Commercial real estate debt investments can be made in senior loans or mezzanine loans. Mezzanine debt can provide investors with a balance between investing in a collateral-backed investment while still achieving higher yields compared to senior loans.
New models of real estate crowdfunding have made it possible for the modern real estate investor to easily build a real estate portfolio with both equity and debt investments. Investors should take the time to understand the different types of opportunities available to them, including mezzanine debt and common equity investments, and the risk and return profiles of each variety. This knowledge may allow investors to take advantage of different parts of the capital stack to attain a more diversified portfolio.
Benefits of Mezzanine Debt Investments
Mezzanine loans have several benefits, including:
- Steady cash flow from interest payments paid by the borrower
- Higher yields than senior debt investments due to higher interest rates paid by the borrower
- Has priority of repayment before common equity since all debt service is paid before equity investors receive any cash flow
- Secured by a pledge of the ownership interest in the property owner, giving the mezzanine debt holder the ability to foreclose and take over ownership of the property-owning entity in the event of a default by the borrower
Benefits of Common Equity Investments
Common equity investments have several benefits, including:
- Greatest upside potential compared to other types of investments in the capital stack
- Appreciation and growth of property value in a portfolio
- Distributions from property cash flow
- Potential tax breaks and deductions
Why Real Estate Investors May Include Both Debt and Equity Investments in Their Portfolios
Diversification is a well-known tool that investors often use to reduce their exposure to market volatility by including a variety of assets in their portfolios. With proper diversification, the impact to the overall performance of a portfolio could be reduced in the event of any adverse effects to a particular asset within that portfolio.
When a real estate asset class is performing well, a common equity investment could potentially yield strong upside through property appreciation, assuming, of course, that the deal has strong fundamentals, solid underwriting and an experienced sponsor at the helm.
Nonetheless, there are times when that same asset class can enter into a slump as a result of macro or microeconomic events. When that asset class no longer performs well, that same common equity investment may be at the greatest risk of losing value as it’s in the first-loss position in the capital stack.
Debt investments, including mezzanine debt, are less susceptible to changes in performance as a result of market impacts. While mezzanine debt borrowers may default on a mezzanine debt investment, the debt holders have collateral to pursue (as described above), which can result in a full recoupment of the investment made, and in some cases a windfall.

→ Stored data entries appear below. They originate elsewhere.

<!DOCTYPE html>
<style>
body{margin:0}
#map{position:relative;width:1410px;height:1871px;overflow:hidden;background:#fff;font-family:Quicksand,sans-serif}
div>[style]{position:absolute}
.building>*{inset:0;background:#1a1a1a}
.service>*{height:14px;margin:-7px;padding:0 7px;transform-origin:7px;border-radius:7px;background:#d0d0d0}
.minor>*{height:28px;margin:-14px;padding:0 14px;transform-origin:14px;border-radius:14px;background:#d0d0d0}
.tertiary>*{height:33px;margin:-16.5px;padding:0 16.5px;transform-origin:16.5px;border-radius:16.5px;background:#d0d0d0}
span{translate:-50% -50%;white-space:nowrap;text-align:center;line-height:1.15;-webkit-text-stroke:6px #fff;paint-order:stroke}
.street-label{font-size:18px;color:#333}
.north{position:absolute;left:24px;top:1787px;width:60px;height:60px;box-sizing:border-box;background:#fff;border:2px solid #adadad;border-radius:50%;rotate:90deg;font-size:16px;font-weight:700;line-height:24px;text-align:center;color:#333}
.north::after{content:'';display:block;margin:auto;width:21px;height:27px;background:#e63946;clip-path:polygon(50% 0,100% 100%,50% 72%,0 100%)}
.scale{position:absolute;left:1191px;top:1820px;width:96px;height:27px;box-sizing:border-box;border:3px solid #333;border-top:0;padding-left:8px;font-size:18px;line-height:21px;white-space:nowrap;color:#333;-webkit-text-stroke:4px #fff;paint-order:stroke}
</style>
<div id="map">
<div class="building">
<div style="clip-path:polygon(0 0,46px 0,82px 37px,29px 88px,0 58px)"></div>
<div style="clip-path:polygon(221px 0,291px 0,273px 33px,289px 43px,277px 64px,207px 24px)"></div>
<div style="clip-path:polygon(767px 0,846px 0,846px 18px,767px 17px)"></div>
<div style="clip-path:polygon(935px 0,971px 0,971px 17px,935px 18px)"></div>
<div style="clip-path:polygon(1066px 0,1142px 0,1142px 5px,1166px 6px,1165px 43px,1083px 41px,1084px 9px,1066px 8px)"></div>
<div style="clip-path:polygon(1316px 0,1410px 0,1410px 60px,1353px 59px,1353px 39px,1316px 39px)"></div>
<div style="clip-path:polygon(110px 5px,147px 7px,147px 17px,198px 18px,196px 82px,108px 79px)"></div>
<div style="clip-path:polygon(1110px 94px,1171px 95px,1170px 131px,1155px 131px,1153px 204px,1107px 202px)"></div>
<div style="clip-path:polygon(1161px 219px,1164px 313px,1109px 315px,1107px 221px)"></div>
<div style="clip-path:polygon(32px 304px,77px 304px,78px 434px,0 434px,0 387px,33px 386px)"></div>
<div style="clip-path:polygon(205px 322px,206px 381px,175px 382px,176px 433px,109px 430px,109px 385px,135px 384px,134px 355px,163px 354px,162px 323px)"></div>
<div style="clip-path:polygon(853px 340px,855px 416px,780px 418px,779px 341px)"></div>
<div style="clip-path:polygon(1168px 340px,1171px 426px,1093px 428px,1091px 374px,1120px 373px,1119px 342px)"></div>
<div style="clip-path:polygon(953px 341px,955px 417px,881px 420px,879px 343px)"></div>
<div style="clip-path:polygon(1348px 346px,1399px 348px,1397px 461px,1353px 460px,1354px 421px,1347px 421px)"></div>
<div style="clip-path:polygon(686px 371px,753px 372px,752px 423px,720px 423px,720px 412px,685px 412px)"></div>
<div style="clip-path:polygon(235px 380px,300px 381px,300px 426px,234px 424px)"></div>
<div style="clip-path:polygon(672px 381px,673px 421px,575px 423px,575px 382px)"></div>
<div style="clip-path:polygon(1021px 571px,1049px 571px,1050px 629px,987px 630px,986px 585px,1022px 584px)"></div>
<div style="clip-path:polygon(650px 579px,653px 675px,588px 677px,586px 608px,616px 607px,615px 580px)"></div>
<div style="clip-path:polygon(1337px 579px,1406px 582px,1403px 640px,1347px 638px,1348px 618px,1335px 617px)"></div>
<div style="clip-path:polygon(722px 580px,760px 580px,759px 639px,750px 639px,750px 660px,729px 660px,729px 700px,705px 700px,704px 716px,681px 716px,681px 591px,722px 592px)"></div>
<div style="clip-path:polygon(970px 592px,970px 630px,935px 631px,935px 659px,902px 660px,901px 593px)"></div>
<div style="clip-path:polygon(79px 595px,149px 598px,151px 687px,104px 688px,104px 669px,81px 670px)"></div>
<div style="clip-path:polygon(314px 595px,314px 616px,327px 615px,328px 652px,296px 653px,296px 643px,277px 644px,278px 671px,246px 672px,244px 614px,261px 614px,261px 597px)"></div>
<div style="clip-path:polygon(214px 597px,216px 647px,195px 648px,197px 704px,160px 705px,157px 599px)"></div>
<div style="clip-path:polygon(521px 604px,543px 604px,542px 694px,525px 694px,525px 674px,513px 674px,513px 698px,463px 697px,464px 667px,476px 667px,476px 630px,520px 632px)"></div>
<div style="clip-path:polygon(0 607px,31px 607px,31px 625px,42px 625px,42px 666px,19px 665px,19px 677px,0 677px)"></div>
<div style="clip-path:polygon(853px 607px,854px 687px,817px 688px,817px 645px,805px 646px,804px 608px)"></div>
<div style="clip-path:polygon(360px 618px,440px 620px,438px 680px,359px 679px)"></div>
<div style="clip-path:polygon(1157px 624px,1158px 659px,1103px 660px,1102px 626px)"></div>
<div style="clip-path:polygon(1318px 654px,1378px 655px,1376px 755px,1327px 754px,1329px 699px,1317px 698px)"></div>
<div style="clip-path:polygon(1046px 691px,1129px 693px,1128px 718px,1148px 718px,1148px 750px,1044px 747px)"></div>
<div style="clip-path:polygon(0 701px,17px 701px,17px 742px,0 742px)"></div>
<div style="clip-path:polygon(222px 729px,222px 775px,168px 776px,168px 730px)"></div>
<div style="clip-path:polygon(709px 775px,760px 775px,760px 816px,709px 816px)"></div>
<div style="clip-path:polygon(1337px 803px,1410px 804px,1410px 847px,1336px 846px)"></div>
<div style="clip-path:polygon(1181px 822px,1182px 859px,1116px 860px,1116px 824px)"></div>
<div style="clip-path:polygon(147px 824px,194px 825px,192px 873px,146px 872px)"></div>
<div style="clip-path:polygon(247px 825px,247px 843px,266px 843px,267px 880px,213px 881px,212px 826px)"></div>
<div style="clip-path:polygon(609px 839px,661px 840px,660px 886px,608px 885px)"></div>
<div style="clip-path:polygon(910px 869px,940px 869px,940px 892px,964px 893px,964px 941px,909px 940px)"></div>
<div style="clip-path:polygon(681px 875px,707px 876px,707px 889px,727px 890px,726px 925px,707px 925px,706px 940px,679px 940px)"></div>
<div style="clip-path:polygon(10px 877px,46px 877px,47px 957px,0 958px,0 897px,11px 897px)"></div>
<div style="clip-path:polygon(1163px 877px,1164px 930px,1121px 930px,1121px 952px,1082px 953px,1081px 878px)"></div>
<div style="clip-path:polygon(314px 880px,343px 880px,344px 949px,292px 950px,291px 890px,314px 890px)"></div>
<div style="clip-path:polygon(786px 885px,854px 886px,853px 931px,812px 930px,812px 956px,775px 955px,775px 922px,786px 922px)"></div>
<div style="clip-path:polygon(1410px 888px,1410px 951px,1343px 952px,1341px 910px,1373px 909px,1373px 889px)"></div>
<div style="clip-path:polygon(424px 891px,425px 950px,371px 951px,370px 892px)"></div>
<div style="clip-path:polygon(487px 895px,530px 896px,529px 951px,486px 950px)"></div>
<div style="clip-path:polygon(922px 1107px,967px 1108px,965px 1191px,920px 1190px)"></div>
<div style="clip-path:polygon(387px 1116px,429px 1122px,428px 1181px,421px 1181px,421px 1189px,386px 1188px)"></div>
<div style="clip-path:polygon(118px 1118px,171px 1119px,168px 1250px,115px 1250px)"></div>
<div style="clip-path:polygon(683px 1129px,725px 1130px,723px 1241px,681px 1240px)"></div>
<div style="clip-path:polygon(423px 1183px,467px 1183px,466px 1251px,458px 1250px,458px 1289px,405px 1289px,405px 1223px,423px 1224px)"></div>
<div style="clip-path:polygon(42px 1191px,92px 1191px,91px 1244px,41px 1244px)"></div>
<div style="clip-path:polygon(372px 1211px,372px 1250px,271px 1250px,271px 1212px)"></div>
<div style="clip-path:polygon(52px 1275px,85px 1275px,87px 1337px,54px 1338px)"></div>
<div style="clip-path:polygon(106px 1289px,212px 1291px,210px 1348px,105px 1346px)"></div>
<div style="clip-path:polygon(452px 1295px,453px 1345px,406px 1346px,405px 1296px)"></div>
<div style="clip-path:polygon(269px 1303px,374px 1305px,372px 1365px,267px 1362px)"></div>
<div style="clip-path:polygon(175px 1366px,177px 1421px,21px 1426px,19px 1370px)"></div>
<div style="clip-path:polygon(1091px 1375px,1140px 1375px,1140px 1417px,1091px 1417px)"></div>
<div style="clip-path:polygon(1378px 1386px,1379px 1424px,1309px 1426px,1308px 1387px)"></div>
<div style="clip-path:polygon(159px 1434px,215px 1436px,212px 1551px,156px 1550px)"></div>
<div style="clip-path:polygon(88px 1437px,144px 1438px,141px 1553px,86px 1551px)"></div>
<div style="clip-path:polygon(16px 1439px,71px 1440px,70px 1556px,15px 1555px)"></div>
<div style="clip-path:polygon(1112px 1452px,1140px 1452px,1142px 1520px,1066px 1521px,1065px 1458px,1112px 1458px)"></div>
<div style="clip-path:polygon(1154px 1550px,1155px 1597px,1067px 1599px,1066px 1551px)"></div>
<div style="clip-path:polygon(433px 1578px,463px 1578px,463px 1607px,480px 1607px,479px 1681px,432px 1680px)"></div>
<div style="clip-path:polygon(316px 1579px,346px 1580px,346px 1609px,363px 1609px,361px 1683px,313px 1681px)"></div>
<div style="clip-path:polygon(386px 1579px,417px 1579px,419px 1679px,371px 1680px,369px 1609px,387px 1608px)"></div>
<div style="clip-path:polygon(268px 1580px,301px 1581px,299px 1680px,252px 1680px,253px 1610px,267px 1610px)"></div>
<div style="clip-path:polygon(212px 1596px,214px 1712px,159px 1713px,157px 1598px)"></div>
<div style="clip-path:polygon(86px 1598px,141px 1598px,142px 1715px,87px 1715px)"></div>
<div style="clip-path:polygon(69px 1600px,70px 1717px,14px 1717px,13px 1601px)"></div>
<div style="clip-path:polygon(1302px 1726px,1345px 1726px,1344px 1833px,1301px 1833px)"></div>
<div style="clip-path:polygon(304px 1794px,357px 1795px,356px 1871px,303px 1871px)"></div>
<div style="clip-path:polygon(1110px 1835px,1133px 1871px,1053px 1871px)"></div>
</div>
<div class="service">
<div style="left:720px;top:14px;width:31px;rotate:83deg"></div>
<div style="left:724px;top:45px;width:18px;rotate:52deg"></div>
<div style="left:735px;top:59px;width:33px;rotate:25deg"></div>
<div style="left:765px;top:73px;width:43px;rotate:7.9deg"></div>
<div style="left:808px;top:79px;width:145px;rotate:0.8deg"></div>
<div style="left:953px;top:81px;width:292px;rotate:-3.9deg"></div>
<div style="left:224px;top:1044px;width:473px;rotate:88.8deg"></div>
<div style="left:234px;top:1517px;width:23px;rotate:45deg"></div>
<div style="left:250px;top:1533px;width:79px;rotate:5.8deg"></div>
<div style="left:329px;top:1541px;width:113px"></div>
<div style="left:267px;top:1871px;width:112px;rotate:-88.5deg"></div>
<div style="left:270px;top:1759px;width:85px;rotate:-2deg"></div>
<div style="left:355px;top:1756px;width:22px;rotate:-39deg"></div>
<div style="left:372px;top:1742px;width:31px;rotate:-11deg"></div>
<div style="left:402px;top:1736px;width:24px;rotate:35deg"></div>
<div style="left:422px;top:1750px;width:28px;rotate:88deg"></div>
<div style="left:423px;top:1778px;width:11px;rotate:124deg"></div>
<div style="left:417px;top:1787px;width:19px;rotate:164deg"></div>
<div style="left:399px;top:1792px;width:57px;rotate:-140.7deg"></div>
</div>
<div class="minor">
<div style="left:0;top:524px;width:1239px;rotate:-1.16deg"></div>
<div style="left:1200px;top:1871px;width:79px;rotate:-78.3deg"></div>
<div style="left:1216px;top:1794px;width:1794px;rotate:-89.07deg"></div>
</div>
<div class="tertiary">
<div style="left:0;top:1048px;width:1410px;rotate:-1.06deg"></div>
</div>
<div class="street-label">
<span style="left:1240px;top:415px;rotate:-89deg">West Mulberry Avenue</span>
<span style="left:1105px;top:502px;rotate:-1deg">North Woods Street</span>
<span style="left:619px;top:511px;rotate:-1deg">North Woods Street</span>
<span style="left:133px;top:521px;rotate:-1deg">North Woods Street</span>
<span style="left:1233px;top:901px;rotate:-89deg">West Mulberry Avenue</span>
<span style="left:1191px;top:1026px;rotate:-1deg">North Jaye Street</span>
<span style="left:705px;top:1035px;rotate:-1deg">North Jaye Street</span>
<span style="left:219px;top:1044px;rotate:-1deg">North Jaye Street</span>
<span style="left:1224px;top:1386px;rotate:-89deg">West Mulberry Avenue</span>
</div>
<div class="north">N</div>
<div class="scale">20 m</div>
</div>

Additionally, many equity investments provide their largest returns to investors upon a refinancing of the debt or a sale of the property, but may not generate consistent cash flow. This is typically the case in ground-up developments or value-add projects with high capital needs. Mezzanine debt, while generally yielding lower returns than equity investments, may produce consistent cash flow. This is because debt holders expect to receive debt service payments from the borrower every month (whether or not the asset is performing well).
Both common equity and mezzanine debt investments have benefits and attributes that make them desirable. Common equity investments can provide long-term appreciation, certain tax benefits and strong upside potential. Debt investments, including mezzanine debt, can provide insulation from economic downturns, consistent cash flow, and potential recourse if the deal does not go as planned.
This is why some investors include both investment types within their portfolios. Mezzanine debt in particular could provide appealing risk-adjusted returns because it typically has higher yields than senior debt with a more protected position than common equity.